In the entries below, the lines from the one with "815,616 816,646 819,646" through the one with "1409,886 1406,886 1406,898" are to be copied exactly; both ends count.

[Start of section]

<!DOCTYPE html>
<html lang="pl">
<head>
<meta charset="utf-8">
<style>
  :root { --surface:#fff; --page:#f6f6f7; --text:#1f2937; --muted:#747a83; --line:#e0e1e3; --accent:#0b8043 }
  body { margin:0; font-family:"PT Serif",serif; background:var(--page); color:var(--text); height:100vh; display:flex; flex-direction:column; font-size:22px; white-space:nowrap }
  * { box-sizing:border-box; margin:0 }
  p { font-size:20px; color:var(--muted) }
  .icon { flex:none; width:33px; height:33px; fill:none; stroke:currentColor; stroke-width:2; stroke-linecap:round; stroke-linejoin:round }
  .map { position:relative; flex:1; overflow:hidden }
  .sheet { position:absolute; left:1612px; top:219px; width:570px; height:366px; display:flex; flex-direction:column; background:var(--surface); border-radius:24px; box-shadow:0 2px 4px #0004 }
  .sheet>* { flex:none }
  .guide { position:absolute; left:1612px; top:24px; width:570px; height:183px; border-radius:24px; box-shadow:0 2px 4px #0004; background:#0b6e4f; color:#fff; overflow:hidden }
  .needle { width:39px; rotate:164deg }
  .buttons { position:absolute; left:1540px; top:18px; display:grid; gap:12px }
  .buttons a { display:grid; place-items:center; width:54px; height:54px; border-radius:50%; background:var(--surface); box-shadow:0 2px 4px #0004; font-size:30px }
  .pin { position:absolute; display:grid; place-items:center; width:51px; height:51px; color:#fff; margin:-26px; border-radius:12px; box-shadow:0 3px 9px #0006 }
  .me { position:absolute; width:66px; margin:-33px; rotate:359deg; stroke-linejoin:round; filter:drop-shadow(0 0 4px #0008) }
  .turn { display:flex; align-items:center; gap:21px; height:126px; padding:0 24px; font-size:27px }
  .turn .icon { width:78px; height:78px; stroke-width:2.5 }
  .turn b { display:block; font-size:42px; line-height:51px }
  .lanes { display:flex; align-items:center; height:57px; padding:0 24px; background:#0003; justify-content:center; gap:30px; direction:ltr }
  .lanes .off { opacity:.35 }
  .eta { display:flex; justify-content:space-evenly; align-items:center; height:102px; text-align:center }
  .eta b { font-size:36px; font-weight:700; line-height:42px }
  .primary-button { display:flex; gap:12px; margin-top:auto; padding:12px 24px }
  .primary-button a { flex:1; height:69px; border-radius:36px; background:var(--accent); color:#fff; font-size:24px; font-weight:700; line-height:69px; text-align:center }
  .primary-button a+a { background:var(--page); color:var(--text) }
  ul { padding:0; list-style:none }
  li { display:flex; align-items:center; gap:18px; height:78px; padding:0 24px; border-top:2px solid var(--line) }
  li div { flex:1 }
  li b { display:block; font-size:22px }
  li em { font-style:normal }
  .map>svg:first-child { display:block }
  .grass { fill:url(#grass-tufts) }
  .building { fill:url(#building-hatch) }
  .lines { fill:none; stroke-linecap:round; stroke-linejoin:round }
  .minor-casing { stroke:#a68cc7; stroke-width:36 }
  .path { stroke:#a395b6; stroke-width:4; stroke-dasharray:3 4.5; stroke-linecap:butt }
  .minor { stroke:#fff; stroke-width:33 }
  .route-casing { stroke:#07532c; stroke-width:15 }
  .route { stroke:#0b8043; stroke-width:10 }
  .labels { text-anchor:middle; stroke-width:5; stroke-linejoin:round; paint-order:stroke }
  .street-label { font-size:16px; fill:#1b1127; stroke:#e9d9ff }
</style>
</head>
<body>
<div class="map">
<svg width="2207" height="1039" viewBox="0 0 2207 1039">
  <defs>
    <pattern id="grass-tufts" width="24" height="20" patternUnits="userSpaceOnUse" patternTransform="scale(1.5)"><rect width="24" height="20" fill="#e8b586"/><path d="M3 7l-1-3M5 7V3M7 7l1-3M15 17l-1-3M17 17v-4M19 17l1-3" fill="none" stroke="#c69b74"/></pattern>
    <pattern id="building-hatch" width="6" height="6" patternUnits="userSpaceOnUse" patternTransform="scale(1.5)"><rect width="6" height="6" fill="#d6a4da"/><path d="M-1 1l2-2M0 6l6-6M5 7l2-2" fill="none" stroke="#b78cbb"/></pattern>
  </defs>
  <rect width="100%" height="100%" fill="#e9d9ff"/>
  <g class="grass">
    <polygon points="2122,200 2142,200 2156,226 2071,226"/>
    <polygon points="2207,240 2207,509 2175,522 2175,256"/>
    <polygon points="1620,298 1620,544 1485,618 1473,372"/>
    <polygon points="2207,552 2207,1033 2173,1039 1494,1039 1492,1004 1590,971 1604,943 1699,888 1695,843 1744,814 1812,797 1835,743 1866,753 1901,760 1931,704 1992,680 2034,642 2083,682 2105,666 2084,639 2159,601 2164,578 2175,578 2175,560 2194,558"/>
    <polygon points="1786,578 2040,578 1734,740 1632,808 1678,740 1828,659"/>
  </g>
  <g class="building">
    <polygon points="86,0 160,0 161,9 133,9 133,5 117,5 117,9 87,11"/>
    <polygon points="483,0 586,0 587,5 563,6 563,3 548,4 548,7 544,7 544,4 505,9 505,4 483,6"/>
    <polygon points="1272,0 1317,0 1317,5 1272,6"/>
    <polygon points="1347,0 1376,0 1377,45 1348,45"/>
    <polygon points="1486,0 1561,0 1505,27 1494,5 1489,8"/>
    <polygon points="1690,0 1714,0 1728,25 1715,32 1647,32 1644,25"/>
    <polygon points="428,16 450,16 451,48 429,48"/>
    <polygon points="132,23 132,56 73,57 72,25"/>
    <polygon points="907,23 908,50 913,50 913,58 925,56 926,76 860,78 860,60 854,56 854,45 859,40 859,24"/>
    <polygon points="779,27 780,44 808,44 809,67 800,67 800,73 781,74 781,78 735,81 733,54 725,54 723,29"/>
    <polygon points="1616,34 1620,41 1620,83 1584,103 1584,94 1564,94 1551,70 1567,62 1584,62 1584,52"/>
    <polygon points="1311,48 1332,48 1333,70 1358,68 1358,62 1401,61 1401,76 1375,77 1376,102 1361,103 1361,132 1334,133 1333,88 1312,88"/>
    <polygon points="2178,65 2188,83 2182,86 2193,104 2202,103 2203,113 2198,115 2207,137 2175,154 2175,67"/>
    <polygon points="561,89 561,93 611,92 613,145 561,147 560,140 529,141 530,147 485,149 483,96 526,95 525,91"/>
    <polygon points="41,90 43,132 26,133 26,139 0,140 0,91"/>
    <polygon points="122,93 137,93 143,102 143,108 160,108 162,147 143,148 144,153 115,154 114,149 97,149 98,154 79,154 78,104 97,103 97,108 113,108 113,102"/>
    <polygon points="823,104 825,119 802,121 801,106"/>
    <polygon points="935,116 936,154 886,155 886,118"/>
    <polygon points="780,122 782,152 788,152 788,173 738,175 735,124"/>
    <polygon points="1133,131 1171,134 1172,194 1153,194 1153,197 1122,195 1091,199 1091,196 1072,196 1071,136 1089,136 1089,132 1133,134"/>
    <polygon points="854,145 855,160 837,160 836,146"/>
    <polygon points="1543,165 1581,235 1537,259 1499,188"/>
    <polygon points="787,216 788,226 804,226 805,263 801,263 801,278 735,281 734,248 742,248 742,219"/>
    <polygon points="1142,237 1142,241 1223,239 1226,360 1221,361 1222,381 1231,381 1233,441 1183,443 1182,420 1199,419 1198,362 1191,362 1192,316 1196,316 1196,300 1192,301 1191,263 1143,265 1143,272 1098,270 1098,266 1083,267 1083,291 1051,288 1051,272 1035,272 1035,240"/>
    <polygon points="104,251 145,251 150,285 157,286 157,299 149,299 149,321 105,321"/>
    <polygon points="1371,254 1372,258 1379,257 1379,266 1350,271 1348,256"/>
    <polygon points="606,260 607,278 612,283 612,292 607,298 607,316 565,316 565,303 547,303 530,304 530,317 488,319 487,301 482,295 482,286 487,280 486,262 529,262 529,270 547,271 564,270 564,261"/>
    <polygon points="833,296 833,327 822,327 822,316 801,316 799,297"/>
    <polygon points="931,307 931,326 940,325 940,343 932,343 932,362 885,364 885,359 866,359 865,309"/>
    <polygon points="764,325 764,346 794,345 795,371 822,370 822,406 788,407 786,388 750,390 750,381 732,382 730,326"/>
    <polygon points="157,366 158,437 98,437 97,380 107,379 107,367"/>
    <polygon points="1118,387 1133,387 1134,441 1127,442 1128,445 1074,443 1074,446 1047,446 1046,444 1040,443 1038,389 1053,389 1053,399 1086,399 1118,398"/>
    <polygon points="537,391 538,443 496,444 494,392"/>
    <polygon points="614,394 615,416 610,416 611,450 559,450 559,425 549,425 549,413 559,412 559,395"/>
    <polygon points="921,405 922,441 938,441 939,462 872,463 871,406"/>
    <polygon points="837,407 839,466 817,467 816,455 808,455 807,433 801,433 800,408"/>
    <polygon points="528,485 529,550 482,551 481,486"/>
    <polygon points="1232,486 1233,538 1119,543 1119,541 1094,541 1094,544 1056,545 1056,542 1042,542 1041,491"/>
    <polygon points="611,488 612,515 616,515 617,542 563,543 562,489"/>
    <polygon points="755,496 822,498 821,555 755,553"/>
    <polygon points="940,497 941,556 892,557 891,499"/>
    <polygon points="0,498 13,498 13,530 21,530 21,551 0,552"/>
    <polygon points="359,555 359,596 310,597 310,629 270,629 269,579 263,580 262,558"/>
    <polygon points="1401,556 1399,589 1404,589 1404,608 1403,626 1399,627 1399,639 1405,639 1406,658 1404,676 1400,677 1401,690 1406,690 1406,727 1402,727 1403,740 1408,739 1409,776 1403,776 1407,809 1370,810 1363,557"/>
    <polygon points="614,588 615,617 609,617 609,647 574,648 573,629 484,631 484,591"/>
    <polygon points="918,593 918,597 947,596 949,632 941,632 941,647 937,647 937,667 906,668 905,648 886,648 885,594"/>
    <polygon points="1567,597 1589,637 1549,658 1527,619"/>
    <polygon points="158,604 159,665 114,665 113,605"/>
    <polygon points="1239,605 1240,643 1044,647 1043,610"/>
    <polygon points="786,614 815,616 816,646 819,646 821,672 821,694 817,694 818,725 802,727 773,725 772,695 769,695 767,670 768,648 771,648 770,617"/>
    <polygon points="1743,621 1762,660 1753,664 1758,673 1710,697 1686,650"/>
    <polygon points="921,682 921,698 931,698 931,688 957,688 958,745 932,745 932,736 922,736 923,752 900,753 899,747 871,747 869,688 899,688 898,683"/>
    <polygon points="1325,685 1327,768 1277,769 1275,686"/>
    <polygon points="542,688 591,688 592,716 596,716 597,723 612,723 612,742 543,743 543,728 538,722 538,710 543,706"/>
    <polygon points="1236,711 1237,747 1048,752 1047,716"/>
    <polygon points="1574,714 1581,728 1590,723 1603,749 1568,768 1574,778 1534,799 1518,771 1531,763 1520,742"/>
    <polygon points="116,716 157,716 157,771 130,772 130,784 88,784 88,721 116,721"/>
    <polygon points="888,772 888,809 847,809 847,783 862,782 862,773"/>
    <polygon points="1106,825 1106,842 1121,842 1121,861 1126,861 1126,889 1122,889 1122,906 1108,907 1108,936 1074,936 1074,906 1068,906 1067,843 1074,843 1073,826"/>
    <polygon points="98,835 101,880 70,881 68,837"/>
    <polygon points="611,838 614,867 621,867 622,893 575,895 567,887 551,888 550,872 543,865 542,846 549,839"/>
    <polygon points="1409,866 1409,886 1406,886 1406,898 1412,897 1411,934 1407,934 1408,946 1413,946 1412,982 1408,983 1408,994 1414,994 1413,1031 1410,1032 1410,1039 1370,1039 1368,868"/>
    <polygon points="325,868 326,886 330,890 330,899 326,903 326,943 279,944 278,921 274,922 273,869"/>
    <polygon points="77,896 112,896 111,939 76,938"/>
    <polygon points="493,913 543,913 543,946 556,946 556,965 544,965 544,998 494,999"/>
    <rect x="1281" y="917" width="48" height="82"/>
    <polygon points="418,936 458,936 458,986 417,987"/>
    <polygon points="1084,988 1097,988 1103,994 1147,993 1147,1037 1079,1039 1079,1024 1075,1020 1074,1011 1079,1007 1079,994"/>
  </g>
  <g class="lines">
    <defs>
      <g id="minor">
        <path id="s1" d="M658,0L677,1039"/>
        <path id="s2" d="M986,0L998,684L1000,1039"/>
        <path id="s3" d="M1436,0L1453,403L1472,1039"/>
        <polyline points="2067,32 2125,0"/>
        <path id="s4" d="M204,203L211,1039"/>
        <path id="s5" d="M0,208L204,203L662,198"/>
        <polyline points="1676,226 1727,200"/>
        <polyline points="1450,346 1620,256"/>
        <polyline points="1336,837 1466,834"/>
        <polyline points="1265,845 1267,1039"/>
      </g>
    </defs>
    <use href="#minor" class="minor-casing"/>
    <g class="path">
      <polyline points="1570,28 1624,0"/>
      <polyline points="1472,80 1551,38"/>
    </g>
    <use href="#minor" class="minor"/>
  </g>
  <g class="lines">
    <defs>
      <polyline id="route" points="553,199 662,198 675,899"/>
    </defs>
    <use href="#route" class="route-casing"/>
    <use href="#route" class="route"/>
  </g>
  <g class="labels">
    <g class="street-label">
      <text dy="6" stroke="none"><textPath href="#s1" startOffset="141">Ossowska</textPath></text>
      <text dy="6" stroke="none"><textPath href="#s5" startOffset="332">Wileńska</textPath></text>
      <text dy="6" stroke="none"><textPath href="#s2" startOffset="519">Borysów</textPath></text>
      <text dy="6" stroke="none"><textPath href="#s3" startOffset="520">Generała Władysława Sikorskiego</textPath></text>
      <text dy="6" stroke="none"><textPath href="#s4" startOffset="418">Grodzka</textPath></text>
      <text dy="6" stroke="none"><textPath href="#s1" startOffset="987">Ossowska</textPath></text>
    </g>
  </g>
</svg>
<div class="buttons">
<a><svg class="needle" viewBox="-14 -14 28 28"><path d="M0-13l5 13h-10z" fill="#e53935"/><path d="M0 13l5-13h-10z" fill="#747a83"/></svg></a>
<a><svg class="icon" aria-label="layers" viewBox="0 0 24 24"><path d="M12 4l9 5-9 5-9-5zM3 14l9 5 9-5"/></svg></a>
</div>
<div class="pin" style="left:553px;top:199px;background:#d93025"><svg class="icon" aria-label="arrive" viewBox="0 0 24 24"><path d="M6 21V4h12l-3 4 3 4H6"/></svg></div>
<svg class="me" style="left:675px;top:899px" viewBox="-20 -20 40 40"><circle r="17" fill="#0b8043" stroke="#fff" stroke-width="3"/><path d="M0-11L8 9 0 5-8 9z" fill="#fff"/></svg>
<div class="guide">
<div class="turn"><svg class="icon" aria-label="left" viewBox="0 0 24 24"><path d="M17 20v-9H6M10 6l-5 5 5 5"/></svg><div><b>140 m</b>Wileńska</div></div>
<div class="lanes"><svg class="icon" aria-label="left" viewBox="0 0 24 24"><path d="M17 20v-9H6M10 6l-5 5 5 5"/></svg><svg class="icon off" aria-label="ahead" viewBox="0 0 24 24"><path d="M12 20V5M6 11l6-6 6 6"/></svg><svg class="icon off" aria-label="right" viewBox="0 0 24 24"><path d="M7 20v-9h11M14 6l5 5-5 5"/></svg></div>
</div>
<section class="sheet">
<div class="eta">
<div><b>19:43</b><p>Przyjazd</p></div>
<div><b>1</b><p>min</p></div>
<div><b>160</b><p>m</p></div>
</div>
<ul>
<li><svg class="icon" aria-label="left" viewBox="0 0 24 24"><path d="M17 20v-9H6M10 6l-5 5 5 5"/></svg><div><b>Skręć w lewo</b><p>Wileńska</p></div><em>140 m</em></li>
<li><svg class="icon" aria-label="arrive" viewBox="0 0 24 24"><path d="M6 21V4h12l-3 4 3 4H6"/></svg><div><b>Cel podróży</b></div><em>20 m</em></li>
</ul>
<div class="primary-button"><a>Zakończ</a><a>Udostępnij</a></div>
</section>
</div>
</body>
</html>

[End of section]

* _TASK SOLUTION_:
    <polygon points="786,614 815,616 816,646 819,646 821,672 821,694 817,694 818,725 802,727 773,725 772,695 769,695 767,670 768,648 771,648 770,617"/>
    <polygon points="1743,621 1762,660 1753,664 1758,673 1710,697 1686,650"/>
    <polygon points="921,682 921,698 931,698 931,688 957,688 958,745 932,745 932,736 922,736 923,752 900,753 899,747 871,747 869,688 899,688 898,683"/>
    <polygon points="1325,685 1327,768 1277,769 1275,686"/>
    <polygon points="542,688 591,688 592,716 596,716 597,723 612,723 612,742 543,743 543,728 538,722 538,710 543,706"/>
    <polygon points="1236,711 1237,747 1048,752 1047,716"/>
    <polygon points="1574,714 1581,728 1590,723 1603,749 1568,768 1574,778 1534,799 1518,771 1531,763 1520,742"/>
    <polygon points="116,716 157,716 157,771 130,772 130,784 88,784 88,721 116,721"/>
    <polygon points="888,772 888,809 847,809 847,783 862,782 862,773"/>
    <polygon points="1106,825 1106,842 1121,842 1121,861 1126,861 1126,889 1122,889 1122,906 1108,907 1108,936 1074,936 1074,906 1068,906 1067,843 1074,843 1073,826"/>
    <polygon points="98,835 101,880 70,881 68,837"/>
    <polygon points="611,838 614,867 621,867 622,893 575,895 567,887 551,888 550,872 543,865 542,846 549,839"/>
    <polygon points="1409,866 1409,886 1406,886 1406,898 1412,897 1411,934 1407,934 1408,946 1413,946 1412,982 1408,983 1408,994 1414,994 1413,1031 1410,1032 1410,1039 1370,1039 1368,868"/>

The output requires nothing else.